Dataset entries
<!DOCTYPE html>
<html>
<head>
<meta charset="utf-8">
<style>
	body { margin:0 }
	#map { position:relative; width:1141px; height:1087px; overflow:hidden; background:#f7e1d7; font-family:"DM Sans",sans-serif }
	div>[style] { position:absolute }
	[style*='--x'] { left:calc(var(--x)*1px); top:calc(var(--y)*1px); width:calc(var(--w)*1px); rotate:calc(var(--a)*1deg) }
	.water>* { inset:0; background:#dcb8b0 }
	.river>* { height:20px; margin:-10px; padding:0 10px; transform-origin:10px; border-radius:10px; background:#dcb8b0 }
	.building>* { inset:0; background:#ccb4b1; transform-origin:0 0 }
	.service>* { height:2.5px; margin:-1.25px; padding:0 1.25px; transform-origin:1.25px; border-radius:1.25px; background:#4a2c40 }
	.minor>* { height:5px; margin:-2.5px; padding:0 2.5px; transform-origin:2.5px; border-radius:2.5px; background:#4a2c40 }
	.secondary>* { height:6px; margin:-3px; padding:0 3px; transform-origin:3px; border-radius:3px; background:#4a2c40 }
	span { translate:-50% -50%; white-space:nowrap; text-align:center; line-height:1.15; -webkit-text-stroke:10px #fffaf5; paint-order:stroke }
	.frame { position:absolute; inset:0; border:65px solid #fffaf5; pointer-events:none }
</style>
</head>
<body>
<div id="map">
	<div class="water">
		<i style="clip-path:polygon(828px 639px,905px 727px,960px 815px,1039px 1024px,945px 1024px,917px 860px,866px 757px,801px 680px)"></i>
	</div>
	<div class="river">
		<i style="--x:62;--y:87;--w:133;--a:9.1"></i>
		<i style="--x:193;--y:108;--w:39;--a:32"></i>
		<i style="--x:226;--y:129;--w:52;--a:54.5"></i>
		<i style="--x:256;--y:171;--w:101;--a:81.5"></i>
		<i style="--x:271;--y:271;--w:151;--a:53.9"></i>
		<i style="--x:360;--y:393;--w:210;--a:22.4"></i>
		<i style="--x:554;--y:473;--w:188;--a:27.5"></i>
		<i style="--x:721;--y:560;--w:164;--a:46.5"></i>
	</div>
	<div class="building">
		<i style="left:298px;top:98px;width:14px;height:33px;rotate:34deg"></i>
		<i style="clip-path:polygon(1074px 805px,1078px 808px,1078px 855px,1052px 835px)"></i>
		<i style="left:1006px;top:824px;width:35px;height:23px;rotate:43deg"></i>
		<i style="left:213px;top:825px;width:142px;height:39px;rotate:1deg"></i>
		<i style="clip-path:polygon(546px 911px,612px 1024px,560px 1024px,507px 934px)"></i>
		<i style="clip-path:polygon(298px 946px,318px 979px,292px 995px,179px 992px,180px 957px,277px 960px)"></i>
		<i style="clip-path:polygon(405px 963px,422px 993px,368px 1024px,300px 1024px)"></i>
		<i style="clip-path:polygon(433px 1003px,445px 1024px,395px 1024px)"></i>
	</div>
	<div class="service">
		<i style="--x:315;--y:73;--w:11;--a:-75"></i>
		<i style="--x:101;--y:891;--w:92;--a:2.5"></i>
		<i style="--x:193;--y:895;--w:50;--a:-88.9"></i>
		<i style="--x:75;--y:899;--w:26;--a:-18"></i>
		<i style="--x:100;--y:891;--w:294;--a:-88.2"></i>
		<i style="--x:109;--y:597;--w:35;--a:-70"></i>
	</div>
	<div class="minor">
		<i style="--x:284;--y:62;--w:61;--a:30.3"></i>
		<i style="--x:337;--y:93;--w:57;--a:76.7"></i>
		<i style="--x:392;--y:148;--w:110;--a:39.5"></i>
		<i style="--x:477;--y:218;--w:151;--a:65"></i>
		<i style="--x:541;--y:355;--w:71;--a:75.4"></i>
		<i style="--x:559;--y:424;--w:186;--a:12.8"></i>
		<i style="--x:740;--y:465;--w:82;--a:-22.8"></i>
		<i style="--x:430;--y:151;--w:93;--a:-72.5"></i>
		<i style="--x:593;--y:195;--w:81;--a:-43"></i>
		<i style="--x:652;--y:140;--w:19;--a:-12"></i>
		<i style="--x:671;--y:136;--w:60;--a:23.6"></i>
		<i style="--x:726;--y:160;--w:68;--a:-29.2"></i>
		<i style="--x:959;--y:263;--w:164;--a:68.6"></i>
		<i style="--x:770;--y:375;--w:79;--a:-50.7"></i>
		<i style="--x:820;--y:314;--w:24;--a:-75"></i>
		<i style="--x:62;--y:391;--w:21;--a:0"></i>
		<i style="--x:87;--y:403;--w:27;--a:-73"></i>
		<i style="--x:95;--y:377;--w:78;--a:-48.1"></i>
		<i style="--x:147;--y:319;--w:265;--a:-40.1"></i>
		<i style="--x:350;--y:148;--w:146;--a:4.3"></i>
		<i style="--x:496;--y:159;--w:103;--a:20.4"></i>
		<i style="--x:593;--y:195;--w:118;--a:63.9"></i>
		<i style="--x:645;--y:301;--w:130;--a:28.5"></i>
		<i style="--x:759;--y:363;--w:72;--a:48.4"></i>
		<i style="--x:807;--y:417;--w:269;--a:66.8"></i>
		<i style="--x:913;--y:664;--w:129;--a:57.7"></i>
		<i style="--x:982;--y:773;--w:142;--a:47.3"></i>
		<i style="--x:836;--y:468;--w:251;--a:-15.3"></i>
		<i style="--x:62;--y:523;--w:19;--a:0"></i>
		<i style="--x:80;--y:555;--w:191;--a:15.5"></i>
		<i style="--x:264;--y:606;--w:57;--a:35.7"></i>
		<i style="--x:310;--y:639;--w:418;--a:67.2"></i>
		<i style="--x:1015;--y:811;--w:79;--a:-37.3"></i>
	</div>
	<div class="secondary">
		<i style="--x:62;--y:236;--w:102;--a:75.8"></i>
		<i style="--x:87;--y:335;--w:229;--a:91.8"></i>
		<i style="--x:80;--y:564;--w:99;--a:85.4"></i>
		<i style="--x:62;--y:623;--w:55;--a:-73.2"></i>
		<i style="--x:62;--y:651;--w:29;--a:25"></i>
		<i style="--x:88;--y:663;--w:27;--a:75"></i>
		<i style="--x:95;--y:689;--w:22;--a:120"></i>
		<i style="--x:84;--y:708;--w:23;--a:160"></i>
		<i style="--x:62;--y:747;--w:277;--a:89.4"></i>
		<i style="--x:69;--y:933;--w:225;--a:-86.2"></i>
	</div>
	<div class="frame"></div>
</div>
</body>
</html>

...

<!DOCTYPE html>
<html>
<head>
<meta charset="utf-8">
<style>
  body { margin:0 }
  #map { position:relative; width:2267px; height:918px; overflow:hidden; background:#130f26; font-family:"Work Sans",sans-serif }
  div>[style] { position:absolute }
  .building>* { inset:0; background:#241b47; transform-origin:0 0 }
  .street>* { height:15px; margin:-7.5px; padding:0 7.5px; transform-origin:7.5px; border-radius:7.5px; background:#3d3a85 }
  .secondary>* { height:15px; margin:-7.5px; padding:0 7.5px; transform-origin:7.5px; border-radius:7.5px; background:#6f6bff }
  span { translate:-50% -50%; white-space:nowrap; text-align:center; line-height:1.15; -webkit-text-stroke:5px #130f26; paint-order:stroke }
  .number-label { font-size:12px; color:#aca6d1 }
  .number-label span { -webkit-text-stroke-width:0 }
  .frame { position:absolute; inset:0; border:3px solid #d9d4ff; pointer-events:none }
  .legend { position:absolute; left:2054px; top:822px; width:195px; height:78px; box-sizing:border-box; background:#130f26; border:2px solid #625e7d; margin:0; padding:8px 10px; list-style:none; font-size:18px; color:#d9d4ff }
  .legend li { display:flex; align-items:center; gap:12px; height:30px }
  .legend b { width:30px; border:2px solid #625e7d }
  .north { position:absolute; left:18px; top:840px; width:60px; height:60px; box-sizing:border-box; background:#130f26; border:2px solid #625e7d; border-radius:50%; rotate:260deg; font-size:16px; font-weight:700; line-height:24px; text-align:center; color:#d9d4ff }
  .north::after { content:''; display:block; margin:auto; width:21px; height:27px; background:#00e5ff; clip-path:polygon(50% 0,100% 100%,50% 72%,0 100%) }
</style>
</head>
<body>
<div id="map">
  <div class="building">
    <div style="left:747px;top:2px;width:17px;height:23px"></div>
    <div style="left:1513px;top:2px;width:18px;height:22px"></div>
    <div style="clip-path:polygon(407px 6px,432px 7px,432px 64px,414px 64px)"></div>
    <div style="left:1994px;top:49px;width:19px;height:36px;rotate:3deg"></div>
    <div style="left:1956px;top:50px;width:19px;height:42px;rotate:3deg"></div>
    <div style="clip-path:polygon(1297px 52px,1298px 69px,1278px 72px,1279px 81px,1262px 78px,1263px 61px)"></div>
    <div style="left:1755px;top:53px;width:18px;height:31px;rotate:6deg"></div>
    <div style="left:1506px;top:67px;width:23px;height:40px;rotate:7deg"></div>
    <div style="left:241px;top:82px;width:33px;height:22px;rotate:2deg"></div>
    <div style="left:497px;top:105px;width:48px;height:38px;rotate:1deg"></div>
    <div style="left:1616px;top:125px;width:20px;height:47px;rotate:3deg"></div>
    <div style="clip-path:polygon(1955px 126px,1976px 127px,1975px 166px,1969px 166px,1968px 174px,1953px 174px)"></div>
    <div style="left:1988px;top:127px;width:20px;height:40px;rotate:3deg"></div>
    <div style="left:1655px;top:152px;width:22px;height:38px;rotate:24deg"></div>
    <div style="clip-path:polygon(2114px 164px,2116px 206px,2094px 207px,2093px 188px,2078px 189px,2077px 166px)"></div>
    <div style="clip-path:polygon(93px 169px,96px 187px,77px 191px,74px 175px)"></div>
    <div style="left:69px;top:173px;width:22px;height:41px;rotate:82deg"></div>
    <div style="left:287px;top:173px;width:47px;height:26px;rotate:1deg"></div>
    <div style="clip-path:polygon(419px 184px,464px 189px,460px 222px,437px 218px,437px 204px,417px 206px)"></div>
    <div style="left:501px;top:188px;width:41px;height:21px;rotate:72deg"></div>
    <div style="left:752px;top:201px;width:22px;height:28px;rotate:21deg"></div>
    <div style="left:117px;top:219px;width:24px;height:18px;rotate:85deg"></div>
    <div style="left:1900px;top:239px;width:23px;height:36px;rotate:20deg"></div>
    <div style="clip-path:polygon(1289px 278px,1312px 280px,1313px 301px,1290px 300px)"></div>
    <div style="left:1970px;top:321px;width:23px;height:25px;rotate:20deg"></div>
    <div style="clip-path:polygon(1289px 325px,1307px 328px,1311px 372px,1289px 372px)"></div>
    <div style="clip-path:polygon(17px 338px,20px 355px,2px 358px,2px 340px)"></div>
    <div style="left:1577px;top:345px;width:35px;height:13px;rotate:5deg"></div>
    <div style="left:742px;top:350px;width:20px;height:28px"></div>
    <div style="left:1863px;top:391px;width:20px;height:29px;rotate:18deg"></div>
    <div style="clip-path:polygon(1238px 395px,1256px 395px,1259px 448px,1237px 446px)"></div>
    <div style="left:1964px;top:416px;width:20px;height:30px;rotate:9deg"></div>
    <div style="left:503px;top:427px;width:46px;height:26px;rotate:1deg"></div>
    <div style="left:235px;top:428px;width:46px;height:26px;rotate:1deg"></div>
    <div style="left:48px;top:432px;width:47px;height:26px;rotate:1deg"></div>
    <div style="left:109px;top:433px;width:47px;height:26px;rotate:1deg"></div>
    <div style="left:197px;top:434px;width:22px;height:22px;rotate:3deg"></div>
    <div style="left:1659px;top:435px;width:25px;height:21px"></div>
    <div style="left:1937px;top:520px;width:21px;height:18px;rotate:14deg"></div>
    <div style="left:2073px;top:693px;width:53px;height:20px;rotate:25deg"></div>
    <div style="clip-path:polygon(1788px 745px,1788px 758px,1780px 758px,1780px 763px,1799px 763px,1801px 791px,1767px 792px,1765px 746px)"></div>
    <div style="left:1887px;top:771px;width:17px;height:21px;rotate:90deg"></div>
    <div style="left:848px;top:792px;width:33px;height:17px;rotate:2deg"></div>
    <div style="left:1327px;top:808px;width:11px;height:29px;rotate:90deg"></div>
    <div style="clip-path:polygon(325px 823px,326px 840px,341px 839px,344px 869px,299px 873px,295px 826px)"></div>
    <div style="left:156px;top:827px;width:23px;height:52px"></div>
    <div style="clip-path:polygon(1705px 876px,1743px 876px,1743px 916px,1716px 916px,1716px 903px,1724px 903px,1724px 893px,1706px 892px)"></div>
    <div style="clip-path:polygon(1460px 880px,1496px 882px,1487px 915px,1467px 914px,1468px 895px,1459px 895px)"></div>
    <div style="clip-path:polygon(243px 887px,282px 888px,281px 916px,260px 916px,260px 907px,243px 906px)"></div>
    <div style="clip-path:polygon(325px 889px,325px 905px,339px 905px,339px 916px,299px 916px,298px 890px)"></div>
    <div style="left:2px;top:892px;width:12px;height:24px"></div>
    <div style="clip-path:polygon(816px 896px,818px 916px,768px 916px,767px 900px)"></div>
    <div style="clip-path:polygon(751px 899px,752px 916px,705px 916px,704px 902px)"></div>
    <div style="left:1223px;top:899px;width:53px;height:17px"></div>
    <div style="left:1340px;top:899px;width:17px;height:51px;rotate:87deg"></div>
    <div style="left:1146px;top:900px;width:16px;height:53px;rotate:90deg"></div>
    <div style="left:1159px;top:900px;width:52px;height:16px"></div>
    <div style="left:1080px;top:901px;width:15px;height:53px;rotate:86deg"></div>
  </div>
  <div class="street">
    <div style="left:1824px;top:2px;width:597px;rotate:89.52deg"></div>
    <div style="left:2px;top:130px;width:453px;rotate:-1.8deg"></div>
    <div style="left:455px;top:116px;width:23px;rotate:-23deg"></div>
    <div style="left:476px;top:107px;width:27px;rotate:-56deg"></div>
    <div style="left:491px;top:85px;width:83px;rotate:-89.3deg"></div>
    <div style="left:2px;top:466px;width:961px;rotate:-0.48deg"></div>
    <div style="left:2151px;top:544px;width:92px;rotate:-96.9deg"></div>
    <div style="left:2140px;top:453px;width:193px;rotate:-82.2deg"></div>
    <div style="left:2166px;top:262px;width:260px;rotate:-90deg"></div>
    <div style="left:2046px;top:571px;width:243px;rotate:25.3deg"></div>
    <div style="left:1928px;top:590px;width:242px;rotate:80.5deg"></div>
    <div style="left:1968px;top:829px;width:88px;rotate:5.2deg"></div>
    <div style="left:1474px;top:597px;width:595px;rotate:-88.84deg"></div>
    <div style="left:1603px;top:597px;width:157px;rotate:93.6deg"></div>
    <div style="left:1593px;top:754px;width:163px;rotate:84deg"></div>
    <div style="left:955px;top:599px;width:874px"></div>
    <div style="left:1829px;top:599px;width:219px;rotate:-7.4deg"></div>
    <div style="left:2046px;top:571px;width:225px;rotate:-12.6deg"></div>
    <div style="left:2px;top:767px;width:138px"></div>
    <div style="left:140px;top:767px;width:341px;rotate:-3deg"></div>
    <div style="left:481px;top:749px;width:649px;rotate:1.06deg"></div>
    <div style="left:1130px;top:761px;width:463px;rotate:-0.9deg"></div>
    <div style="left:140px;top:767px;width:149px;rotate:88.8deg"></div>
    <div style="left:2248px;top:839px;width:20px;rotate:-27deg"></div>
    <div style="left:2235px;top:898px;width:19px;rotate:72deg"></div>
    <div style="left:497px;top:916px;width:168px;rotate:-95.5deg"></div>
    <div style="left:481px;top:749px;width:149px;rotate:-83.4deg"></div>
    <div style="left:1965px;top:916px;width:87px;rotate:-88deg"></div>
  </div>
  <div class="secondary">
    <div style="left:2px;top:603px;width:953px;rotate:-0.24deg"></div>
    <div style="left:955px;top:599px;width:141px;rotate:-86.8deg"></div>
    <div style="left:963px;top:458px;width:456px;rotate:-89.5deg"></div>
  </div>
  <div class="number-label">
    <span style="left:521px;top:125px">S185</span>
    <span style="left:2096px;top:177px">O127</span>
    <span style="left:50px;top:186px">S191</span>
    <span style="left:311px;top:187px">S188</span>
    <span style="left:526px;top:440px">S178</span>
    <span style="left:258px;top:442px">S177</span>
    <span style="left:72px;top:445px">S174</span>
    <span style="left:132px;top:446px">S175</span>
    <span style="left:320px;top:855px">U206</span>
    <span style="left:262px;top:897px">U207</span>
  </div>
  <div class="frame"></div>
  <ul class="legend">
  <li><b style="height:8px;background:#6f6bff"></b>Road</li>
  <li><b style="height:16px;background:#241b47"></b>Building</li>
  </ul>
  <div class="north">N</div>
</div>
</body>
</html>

HOW TO COMPLETE THIS TASK => Give back, exactly as written, the stretch from the line with "display:flex; align-items:center; gap:12px;" through the line with "position:absolute; left:18px; top:840px;", and no other lines from the records above.

EXERCISE ANSWER =>
  .legend li { display:flex; align-items:center; gap:12px; height:30px }
  .legend b { width:30px; border:2px solid #625e7d }
  .north { position:absolute; left:18px; top:840px; width:60px; height:60px; box-sizing:border-box; background:#130f26; border:2px solid #625e7d; border-radius:50%; rotate:260deg; font-size:16px; font-weight:700; line-height:24px; text-align:center; color:#d9d4ff }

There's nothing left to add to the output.